A corveta e o navio-patrulha já foram ao fundo

«5, 4, 3, 2, 1, fogo», disse, pelo rádio, o contra-almirante Nunes Teixeira, em uníssono com Luís Sá Couto. Milésimos […]

«5, 4, 3, 2, 1, fogo», disse, pelo rádio, o contra-almirante Nunes Teixeira, em uníssono com Luís Sá Couto. Milésimos de segundos depois, a cerca de duas milhas da costa, explosões iluminaram o céu cinzento e outonal, abrindo buracos no casco da corveta, para entrar água.

O navio foi afundando, bem direito, e acabou por submergir por completo. Pouco mais de minuto e meio depois da ordem de fogo, a antiga corveta já estava debaixo da água do mar algarvio, iniciando assim a concretização do projeto «Ocean Revival».

Depois de, pela manhã, ter sido afundada a antiga corveta «Oliveira e Carmo», à tarde, eram 16h05, a operação voltou a repetir-se, desta vez para o navio-patrulha «Zambeze». Desde as explosões controladas até o navio desaparecer por completo da vista, passaram cerca de dois minutos e meio.

As operações de afundamento foram acompanhadas quer no mar, por embarcações colocadas fora do perímetro de segurança, quer em terra, da varanda do Hotel Alvor, situado mesmo de frente para a zona do afundamento.

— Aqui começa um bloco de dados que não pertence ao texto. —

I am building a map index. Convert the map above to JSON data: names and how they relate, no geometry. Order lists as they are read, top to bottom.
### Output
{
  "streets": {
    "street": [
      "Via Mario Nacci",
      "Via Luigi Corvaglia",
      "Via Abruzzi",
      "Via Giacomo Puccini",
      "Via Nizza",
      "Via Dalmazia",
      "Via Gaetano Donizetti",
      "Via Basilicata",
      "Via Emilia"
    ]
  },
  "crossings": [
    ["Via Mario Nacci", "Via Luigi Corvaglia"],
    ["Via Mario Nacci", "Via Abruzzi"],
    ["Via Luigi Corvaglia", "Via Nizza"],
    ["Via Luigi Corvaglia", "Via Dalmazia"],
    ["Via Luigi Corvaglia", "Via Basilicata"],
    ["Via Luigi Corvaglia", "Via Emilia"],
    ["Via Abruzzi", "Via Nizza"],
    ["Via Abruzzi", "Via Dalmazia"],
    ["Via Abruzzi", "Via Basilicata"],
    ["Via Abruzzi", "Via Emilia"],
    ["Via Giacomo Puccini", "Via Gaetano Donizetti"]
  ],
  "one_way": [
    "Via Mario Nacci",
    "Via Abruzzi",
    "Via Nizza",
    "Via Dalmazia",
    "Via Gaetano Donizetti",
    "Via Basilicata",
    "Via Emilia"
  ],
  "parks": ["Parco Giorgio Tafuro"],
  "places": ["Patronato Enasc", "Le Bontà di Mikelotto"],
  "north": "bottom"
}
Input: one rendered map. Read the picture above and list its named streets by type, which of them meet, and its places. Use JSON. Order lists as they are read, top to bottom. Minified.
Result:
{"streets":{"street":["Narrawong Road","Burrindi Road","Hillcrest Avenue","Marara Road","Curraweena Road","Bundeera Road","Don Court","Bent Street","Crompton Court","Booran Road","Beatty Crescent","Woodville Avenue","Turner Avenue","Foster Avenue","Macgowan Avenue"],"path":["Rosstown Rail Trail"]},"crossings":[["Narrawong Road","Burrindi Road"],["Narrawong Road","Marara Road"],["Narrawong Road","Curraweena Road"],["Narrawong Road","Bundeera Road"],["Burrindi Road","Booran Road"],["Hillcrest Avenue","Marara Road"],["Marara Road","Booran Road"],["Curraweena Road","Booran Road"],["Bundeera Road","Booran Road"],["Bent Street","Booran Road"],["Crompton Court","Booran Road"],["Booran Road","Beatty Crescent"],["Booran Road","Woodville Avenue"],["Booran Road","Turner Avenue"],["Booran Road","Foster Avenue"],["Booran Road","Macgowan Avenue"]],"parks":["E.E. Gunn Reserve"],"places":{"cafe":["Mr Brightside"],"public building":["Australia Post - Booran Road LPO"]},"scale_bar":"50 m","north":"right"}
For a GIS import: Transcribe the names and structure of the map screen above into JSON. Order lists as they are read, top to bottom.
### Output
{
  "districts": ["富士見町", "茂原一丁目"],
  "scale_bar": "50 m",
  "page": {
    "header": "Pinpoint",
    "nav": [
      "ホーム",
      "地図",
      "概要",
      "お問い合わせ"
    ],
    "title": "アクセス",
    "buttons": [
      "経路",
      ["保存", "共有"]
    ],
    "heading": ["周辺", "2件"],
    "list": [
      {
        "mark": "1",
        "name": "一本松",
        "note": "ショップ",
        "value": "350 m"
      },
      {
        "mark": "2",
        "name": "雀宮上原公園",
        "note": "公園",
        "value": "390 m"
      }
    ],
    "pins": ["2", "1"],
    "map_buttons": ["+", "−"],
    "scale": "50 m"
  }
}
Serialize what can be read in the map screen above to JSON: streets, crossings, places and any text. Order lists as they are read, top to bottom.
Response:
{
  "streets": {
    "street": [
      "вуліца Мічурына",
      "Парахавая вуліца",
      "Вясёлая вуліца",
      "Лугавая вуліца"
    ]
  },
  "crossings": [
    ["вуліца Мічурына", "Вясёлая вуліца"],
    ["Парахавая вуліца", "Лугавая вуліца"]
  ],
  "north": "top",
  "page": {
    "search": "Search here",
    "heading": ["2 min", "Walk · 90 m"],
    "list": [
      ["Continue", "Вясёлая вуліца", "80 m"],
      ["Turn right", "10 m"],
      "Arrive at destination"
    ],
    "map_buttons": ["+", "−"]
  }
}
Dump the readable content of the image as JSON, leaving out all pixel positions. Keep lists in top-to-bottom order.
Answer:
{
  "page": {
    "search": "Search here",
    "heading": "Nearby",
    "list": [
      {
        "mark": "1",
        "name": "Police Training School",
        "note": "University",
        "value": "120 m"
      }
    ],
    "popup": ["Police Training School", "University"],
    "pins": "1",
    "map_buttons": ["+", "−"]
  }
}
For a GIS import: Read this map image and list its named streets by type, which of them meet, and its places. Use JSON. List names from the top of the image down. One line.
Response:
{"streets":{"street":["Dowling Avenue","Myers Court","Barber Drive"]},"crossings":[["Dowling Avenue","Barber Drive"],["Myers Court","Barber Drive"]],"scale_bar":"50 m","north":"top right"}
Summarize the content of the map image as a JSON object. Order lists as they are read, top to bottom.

Aqui, além de o que se passava poder ser acompanhado à vista desarmada, havia binóculos à disposição dos convidados e tudo era acompanhado por câmaras, uma delas dotada de uma potente teleobjetiva de 600 milímetros, que registavam com todos os pormenores as operações a cerca de duas milhas da costa, mostrando as imagens num ecrã de televisão, à volta do qual a maioria das pessoas se juntaram.

Todos a espreitar as imagens no ecrã instalado na varanda do Hotel Alvor

O contra-almirante Nunes Teixeira, representante do Chefe de Estado Maior da Armada, disse ao Sul Informação que o afundamento dos dois navios tem a ver com a «posição da Marinha de preservação de duas unidades navais no meio onde sempre andaram, o mar», dando continuidade à «política cultural da Marinha, de preservação do seu património». Ou seja, acrescentou, desta vez os navios não foram «vendidos para sucata», como era a prática até agora. «Isto marca um ponto de viragem», garantiu.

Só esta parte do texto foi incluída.